● Prompt:
A stretch of the entries below is to be set down exactly, running from the line with "Build a gazetteer" through the line with "Extract the structured data from the image", both included, and no other line.

● Records excerpted from a collection:
⟨
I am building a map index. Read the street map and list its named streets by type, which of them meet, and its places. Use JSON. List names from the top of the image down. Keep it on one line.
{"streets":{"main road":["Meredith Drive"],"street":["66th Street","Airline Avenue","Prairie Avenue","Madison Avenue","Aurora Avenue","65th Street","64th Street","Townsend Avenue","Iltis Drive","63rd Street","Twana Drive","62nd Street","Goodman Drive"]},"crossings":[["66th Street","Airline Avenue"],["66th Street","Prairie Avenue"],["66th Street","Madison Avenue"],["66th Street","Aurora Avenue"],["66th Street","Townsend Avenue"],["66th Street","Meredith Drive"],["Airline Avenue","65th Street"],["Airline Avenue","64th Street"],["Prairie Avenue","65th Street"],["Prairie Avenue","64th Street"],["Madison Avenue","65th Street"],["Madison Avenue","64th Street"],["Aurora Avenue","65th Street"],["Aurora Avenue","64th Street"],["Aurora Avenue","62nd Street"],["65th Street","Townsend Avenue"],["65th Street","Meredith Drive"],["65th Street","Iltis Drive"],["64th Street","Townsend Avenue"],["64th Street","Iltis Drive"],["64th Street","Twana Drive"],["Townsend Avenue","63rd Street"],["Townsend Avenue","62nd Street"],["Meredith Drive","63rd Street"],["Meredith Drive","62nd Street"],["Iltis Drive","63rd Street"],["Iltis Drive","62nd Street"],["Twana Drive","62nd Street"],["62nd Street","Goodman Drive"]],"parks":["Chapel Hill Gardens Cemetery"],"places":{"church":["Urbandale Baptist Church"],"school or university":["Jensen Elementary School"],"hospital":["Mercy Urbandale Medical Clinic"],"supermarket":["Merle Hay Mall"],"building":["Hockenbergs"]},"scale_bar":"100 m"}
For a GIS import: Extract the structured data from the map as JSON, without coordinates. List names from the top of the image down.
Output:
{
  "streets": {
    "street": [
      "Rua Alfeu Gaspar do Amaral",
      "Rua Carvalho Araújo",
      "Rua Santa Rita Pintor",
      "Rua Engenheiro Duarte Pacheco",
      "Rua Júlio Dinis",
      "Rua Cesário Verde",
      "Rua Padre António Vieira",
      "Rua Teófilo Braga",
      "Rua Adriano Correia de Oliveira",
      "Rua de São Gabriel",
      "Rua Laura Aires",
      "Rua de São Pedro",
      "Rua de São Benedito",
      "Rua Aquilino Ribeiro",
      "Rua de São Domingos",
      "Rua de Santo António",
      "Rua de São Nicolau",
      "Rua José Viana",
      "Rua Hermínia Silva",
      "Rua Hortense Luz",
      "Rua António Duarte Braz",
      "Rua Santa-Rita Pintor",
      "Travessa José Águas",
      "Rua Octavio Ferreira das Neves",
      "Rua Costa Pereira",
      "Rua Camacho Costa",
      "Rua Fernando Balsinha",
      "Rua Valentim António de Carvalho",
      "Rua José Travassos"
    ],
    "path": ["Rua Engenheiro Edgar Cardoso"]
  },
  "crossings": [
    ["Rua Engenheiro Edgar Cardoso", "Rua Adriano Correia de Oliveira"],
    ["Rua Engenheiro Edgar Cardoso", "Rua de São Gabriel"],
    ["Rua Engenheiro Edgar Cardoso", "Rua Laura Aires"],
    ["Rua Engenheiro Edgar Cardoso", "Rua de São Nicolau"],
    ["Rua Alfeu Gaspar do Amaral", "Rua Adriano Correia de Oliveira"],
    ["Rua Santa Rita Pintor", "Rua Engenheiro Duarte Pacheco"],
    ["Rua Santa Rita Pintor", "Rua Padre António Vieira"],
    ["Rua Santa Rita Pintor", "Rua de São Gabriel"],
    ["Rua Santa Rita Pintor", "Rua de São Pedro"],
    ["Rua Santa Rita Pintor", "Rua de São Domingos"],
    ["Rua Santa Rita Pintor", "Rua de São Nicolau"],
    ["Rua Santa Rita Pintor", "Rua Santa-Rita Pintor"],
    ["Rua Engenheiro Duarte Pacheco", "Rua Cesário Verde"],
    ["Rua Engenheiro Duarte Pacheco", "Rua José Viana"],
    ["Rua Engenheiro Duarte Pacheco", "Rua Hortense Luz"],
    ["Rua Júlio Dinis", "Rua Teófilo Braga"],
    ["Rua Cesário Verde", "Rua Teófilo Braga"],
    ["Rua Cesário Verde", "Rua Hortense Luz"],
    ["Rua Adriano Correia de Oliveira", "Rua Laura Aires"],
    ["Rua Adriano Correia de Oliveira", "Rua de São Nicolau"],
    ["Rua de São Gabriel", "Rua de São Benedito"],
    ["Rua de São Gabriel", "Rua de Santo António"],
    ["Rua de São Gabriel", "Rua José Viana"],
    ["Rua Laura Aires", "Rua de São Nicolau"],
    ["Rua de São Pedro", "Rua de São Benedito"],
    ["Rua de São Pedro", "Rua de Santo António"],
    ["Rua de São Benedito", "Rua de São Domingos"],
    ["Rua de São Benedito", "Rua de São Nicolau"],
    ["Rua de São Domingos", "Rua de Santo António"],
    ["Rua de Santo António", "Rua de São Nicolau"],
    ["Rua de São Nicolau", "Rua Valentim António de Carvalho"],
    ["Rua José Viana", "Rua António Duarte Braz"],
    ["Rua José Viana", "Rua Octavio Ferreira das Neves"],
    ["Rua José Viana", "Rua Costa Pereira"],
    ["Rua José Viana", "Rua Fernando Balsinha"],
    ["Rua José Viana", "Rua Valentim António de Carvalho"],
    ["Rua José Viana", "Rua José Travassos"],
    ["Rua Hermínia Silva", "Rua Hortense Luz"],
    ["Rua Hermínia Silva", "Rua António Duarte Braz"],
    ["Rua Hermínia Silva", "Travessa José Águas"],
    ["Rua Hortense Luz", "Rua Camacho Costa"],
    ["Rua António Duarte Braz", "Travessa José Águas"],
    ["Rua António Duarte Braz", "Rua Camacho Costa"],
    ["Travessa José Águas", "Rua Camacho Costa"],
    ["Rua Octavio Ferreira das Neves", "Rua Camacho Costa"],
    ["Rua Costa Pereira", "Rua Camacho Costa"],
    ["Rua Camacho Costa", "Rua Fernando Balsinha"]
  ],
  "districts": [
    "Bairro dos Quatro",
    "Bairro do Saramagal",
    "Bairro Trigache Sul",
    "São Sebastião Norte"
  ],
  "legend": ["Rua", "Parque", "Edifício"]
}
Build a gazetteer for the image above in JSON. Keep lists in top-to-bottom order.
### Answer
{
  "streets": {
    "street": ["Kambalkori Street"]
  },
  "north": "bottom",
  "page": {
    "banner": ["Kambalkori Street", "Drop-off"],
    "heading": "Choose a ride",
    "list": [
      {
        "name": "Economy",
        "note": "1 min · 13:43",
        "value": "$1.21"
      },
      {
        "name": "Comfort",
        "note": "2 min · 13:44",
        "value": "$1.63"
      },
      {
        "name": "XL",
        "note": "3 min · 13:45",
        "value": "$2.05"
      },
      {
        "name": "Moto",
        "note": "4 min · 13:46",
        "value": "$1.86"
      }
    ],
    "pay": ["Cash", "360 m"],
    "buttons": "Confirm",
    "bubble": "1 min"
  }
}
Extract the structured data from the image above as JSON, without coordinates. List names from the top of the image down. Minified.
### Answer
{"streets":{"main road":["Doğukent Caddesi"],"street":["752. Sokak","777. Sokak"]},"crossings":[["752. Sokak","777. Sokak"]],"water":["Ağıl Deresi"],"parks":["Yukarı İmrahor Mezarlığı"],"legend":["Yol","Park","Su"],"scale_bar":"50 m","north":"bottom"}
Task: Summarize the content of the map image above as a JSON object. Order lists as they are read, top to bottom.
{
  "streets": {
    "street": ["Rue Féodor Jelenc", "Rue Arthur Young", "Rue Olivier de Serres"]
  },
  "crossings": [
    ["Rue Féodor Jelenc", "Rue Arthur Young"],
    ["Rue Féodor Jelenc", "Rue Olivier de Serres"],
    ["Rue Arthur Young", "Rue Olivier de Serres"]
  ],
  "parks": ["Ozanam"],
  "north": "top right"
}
⟩
● Result for this exercise:
Build a gazetteer for the image above in JSON. Keep lists in top-to-bottom order.
### Answer
{
  "streets": {
    "street": ["Kambalkori Street"]
  },
  "north": "bottom",
  "page": {
    "banner": ["Kambalkori Street", "Drop-off"],
    "heading": "Choose a ride",
    "list": [
      {
        "name": "Economy",
        "note": "1 min · 13:43",
        "value": "$1.21"
      },
      {
        "name": "Comfort",
        "note": "2 min · 13:44",
        "value": "$1.63"
      },
      {
        "name": "XL",
        "note": "3 min · 13:45",
        "value": "$2.05"
      },
      {
        "name": "Moto",
        "note": "4 min · 13:46",
        "value": "$1.86"
      }
    ],
    "pay": ["Cash", "360 m"],
    "buttons": "Confirm",
    "bubble": "1 min"
  }
}
Extract the structured data from the image above as JSON, without coordinates. List names from the top of the image down. Minified.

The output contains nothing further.